*** Opening of RECORDS TO PROCESS ***

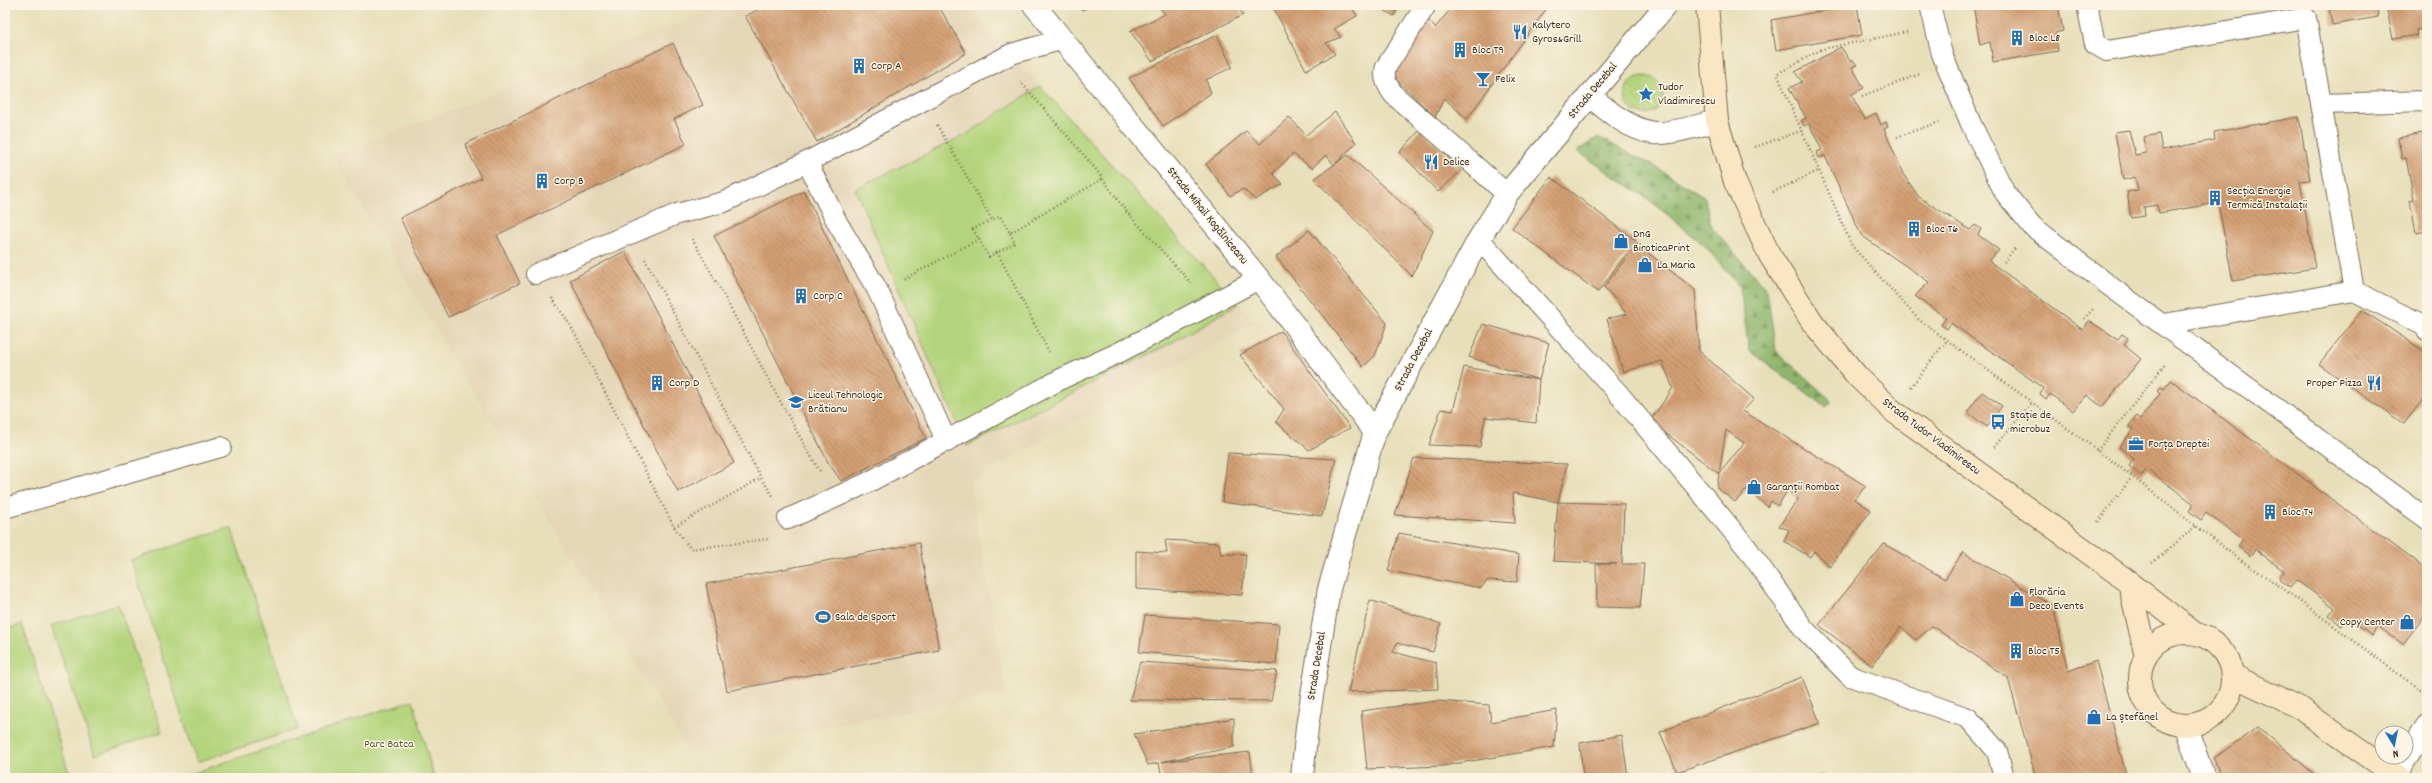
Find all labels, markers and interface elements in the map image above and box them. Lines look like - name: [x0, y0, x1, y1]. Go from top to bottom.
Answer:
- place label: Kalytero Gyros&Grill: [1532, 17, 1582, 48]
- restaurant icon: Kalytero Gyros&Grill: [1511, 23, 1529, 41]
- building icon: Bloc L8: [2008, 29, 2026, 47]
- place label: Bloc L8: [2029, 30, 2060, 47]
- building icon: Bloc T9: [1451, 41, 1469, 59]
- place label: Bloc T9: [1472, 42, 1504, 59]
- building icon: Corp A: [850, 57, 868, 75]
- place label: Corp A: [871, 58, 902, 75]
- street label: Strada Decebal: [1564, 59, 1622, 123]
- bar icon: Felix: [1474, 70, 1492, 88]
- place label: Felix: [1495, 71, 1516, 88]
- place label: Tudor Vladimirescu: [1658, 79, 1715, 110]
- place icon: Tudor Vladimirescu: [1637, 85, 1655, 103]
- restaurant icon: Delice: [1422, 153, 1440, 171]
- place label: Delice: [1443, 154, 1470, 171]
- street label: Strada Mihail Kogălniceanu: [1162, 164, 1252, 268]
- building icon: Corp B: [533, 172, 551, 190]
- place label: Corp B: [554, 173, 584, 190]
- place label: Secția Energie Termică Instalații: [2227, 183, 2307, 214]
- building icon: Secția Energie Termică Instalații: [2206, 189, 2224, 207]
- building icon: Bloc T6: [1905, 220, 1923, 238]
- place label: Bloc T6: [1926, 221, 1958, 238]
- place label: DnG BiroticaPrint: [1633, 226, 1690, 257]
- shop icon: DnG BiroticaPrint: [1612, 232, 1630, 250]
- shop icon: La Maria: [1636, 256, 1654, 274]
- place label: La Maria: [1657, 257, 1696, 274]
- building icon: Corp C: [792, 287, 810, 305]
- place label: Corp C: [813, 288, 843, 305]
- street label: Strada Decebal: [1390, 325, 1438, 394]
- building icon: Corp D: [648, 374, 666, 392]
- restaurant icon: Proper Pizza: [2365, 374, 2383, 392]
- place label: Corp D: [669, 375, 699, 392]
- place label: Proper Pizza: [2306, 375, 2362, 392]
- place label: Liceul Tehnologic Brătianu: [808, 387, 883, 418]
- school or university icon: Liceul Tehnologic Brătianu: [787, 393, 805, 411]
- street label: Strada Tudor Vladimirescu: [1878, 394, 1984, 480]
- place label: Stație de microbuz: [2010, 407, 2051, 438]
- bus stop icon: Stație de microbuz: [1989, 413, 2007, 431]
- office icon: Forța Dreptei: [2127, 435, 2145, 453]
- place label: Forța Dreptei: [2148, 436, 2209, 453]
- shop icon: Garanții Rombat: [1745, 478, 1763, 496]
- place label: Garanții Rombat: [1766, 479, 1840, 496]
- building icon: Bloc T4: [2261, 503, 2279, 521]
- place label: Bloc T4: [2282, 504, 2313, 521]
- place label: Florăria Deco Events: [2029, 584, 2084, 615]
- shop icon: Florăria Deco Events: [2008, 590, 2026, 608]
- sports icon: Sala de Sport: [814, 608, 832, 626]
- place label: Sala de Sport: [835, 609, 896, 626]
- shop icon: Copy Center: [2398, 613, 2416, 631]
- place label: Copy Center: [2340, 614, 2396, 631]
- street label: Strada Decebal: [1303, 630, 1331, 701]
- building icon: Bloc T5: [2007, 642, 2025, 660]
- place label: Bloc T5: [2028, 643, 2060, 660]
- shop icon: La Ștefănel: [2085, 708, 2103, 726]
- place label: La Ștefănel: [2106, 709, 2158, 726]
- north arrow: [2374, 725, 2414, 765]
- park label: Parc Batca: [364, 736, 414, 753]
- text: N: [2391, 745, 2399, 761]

*** Close of RECORDS TO PROCESS ***

» WHAT THIS TASK INVOLVES:
Write out the records above once more, word for word, with no pictures.

» TASK RESULT:
Find all labels, markers and interface elements in the map image above and box them. Lines look like - name: [x0, y0, x1, y1]. Go from top to bottom.
Answer:
- place label: Kalytero Gyros&Grill: [1532, 17, 1582, 48]
- restaurant icon: Kalytero Gyros&Grill: [1511, 23, 1529, 41]
- building icon: Bloc L8: [2008, 29, 2026, 47]
- place label: Bloc L8: [2029, 30, 2060, 47]
- building icon: Bloc T9: [1451, 41, 1469, 59]
- place label: Bloc T9: [1472, 42, 1504, 59]
- building icon: Corp A: [850, 57, 868, 75]
- place label: Corp A: [871, 58, 902, 75]
- street label: Strada Decebal: [1564, 59, 1622, 123]
- bar icon: Felix: [1474, 70, 1492, 88]
- place label: Felix: [1495, 71, 1516, 88]
- place label: Tudor Vladimirescu: [1658, 79, 1715, 110]
- place icon: Tudor Vladimirescu: [1637, 85, 1655, 103]
- restaurant icon: Delice: [1422, 153, 1440, 171]
- place label: Delice: [1443, 154, 1470, 171]
- street label: Strada Mihail Kogălniceanu: [1162, 164, 1252, 268]
- building icon: Corp B: [533, 172, 551, 190]
- place label: Corp B: [554, 173, 584, 190]
- place label: Secția Energie Termică Instalații: [2227, 183, 2307, 214]
- building icon: Secția Energie Termică Instalații: [2206, 189, 2224, 207]
- building icon: Bloc T6: [1905, 220, 1923, 238]
- place label: Bloc T6: [1926, 221, 1958, 238]
- place label: DnG BiroticaPrint: [1633, 226, 1690, 257]
- shop icon: DnG BiroticaPrint: [1612, 232, 1630, 250]
- shop icon: La Maria: [1636, 256, 1654, 274]
- place label: La Maria: [1657, 257, 1696, 274]
- building icon: Corp C: [792, 287, 810, 305]
- place label: Corp C: [813, 288, 843, 305]
- street label: Strada Decebal: [1390, 325, 1438, 394]
- building icon: Corp D: [648, 374, 666, 392]
- restaurant icon: Proper Pizza: [2365, 374, 2383, 392]
- place label: Corp D: [669, 375, 699, 392]
- place label: Proper Pizza: [2306, 375, 2362, 392]
- place label: Liceul Tehnologic Brătianu: [808, 387, 883, 418]
- school or university icon: Liceul Tehnologic Brătianu: [787, 393, 805, 411]
- street label: Strada Tudor Vladimirescu: [1878, 394, 1984, 480]
- place label: Stație de microbuz: [2010, 407, 2051, 438]
- bus stop icon: Stație de microbuz: [1989, 413, 2007, 431]
- office icon: Forța Dreptei: [2127, 435, 2145, 453]
- place label: Forța Dreptei: [2148, 436, 2209, 453]
- shop icon: Garanții Rombat: [1745, 478, 1763, 496]
- place label: Garanții Rombat: [1766, 479, 1840, 496]
- building icon: Bloc T4: [2261, 503, 2279, 521]
- place label: Bloc T4: [2282, 504, 2313, 521]
- place label: Florăria Deco Events: [2029, 584, 2084, 615]
- shop icon: Florăria Deco Events: [2008, 590, 2026, 608]
- sports icon: Sala de Sport: [814, 608, 832, 626]
- place label: Sala de Sport: [835, 609, 896, 626]
- shop icon: Copy Center: [2398, 613, 2416, 631]
- place label: Copy Center: [2340, 614, 2396, 631]
- street label: Strada Decebal: [1303, 630, 1331, 701]
- building icon: Bloc T5: [2007, 642, 2025, 660]
- place label: Bloc T5: [2028, 643, 2060, 660]
- shop icon: La Ștefănel: [2085, 708, 2103, 726]
- place label: La Ștefănel: [2106, 709, 2158, 726]
- north arrow: [2374, 725, 2414, 765]
- park label: Parc Batca: [364, 736, 414, 753]
- text: N: [2391, 745, 2399, 761]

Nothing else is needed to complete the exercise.